▶ **Task**
Scan the records below for the line with "M246 380 247 396 221 398 220 382Z" and the line with "M101 822 104 846 57 852 54 827Z". Repeat those two lines and every line between them exactly, and nothing else.

START Task data

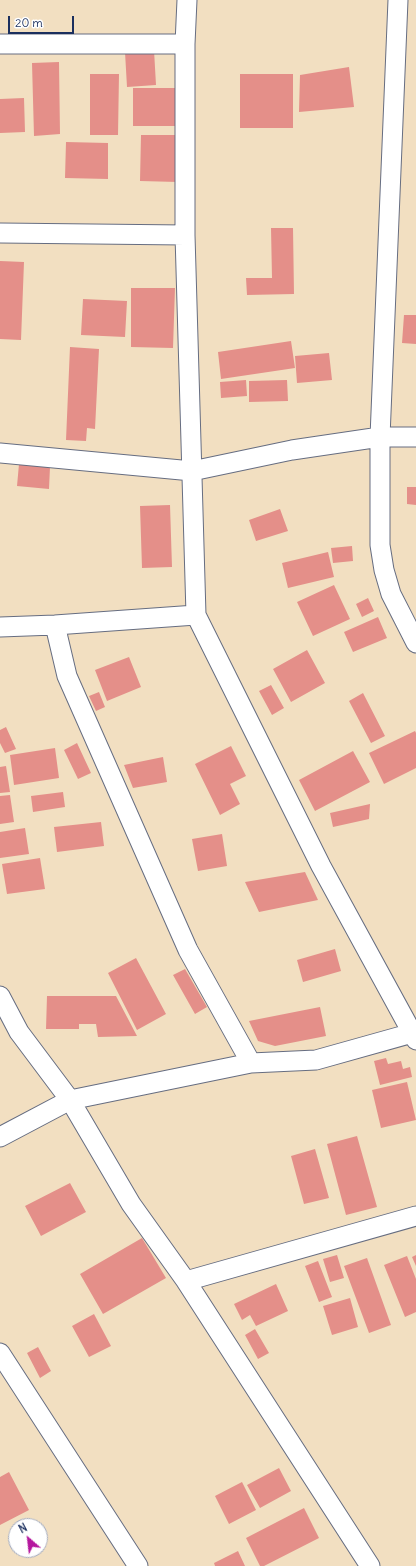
<!DOCTYPE html>
<html>
<head>
<meta charset="utf-8">
<style>
	body { margin:0 }
	#map { position:relative; width:416px; height:1566px; overflow:hidden; background:#f2dfc1; font-family:Delius,sans-serif }
	canvas { display:block }
	.north { position:absolute; left:8px; top:1518px; width:40px; height:40px; box-sizing:border-box; background:#fff; border:1px solid #a4acbf; border-radius:50%; rotate:332deg; font-size:11px; font-weight:700; line-height:16px; text-align:center; color:#1b2f5e }
	.north::after { content:''; display:block; margin:auto; width:14px; height:18px; background:#b5179e; clip-path:polygon(50% 0,100% 100%,50% 72%,0 100%) }
	.scale { position:absolute; left:8px; top:16px; width:66px; height:18px; box-sizing:border-box; border:2px solid #1b2f5e; border-top:0; padding-left:5px; font-size:12px; line-height:14px; white-space:nowrap; color:#1b2f5e; -webkit-text-stroke:3px #fff; paint-order:stroke }
</style>
</head>
<body>
<div id="map">
<canvas width="416" height="1566"></canvas>
<div class="north">N</div>
<div class="scale">20 m</div>
</div>
<script>
const c = document.querySelector('canvas').getContext('2d');
c.lineJoin = 'round';
function fill(path, color) { c.fillStyle = color; c.fill(path, 'evenodd'); }
function strokePath(path, color, width, dash) { c.strokeStyle = color; c.lineWidth = width; c.lineCap = dash ? 'butt' : 'round'; c.setLineDash(dash || []); c.stroke(path); }
const building = new Path2D(`
	M154 50 156 85 127 87 125 52Z
	M59 62 60 134 34 136 32 63Z
	M349 67 354 107 299 112 300 75Z
	M90 74H119L118 135H90Z
	M240 74H293V128H240Z
	M133 88H176V126H133Z
	M24 98 25 132 0 133V99Z
	M141 135H180L178 182 140 181Z
	M66 142 108 143V179L65 178Z
	M271 228H293L294 294 247 295 246 278H272Z
	M0 261 24 262 21 340 0 339Z
	M131 288H175L173 348 131 347Z
	M83 299 127 301 125 337 81 335Z
	M404 315H416V344L402 343Z
	M291 341 295 368 221 379 218 352Z
	M70 347 99 349 95 429 87 428 86 441 66 440Z
	M329 353 332 380 297 383 295 356Z
	M246 380 247 396 221 398 220 382Z
	M287 380 288 401 249 402V381Z
	M19 464 50 467 49 489 17 486Z
	M407 487H416V505L407 504Z
	M170 505 172 567 142 568 140 506Z
	M280 509 288 531 256 541 249 520Z
	M352 546 353 561 333 563 331 548Z
	M328 552 334 577 288 588 282 563Z
	M334 585 350 619 313 636 297 602Z
	M368 598 374 611 362 617 356 604Z
	M378 617 387 638 353 652 344 632Z
	M307 650 325 683 291 702 273 669Z
	M129 657 141 687 107 701 95 670Z
	M271 685 284 708 272 715 259 691Z
	M99 692 105 707 96 711 89 696Z
	M363 693 385 736 371 743 349 701Z
	M6 727 16 749 5 753 0 743V730Z
	M415 731 416 733V768L384 784 369 753Z
	M77 743 91 773 78 779 64 750Z
	M231 746 246 776 230 784 240 804 220 815 195 764Z
	M55 748 59 778 14 785 10 755Z
	M353 751 370 782 315 811 299 780Z
	M163 757 167 782 133 788 124 765Z
	M6 766 10 792 0 793V767Z
	M63 792 65 807 33 812 31 796Z
	M10 795 14 822 0 824V796Z
	M370 804 369 819 333 827 330 813Z
	M101 822 104 846 57 852 54 827Z
	M25 828 29 854 0 858V832Z
	M222 834 227 866 198 871 192 839Z
	M40 858 45 889 7 894 2 864Z
	M305 872 318 900 259 912 245 882Z
	M335 949 341 971 303 982 297 960Z
	M136 958 166 1014 137 1030 108 973Z
	M185 969 207 1007 195 1014 173 975Z
	M47 996H116L137 1036 98 1037 96 1024H79V1029H46Z
	M320 1007 326 1036 275 1046 258 1041 249 1021Z
	M386 1058 388 1064 401 1061 403 1069 410 1067 412 1077 380 1085 374 1061Z
	M407 1082 416 1120 381 1128 372 1090Z
	M357 1136 377 1207 346 1215 327 1144Z
	M315 1149 329 1198 304 1204 291 1156Z
	M70 1183 86 1212 41 1236 25 1206Z
	M142 1238 166 1278 103 1314 80 1274Z
	M337 1255 344 1278 330 1282 323 1259Z
	M416 1255V1266L412 1257Z
	M407 1256 416 1279V1312L405 1317 384 1265Z
	M367 1258 391 1325 369 1333 344 1266Z
	M318 1261 332 1297 319 1302 305 1266Z
	M276 1284 288 1311 256 1326 250 1315 242 1320 234 1304Z
	M350 1298 358 1327 332 1335 323 1306Z
	M94 1314 111 1346 89 1357 72 1326Z
	M255 1329 269 1353 258 1359 245 1335Z
	M38 1347 51 1371 40 1378 27 1353Z
	M279 1468 291 1491 260 1508 247 1485Z
	M9 1472 29 1510 0 1525V1477Z
	M242 1482 256 1510 229 1524 215 1496Z
	M304 1508 319 1538 264 1566H260L246 1538Z
	M238 1551 245 1566H215L214 1563Z`);
const minor = new Path2D(`
	M187 0 185 44V235L196 615 321 866 416 1040
	M398 0 380 437V545L384 570 391 594 416 643
	M0 44H185
	M0 233 185 235
	M0 453 192 471 292 450 380 437H416
	M55 625 67 676 188 950 251 1063
	M0 627 55 625 196 615
	M0 996 19 1032 70 1100 131 1204 186 1281 370 1566
	M0 1137 70 1100 251 1063 316 1060 416 1032
	M186 1281 416 1216
	M0 1353 138 1566`);
fill(building, '#e48f89');
strokePath(minor, '#666d81', 21);
strokePath(minor, '#fff', 19);
</script>
</body>
</html>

END Task data

▶ **Exercise solution**
	M246 380 247 396 221 398 220 382Z
	M287 380 288 401 249 402V381Z
	M19 464 50 467 49 489 17 486Z
	M407 487H416V505L407 504Z
	M170 505 172 567 142 568 140 506Z
	M280 509 288 531 256 541 249 520Z
	M352 546 353 561 333 563 331 548Z
	M328 552 334 577 288 588 282 563Z
	M334 585 350 619 313 636 297 602Z
	M368 598 374 611 362 617 356 604Z
	M378 617 387 638 353 652 344 632Z
	M307 650 325 683 291 702 273 669Z
	M129 657 141 687 107 701 95 670Z
	M271 685 284 708 272 715 259 691Z
	M99 692 105 707 96 711 89 696Z
	M363 693 385 736 371 743 349 701Z
	M6 727 16 749 5 753 0 743V730Z
	M415 731 416 733V768L384 784 369 753Z
	M77 743 91 773 78 779 64 750Z
	M231 746 246 776 230 784 240 804 220 815 195 764Z
	M55 748 59 778 14 785 10 755Z
	M353 751 370 782 315 811 299 780Z
	M163 757 167 782 133 788 124 765Z
	M6 766 10 792 0 793V767Z
	M63 792 65 807 33 812 31 796Z
	M10 795 14 822 0 824V796Z
	M370 804 369 819 333 827 330 813Z
	M101 822 104 846 57 852 54 827Z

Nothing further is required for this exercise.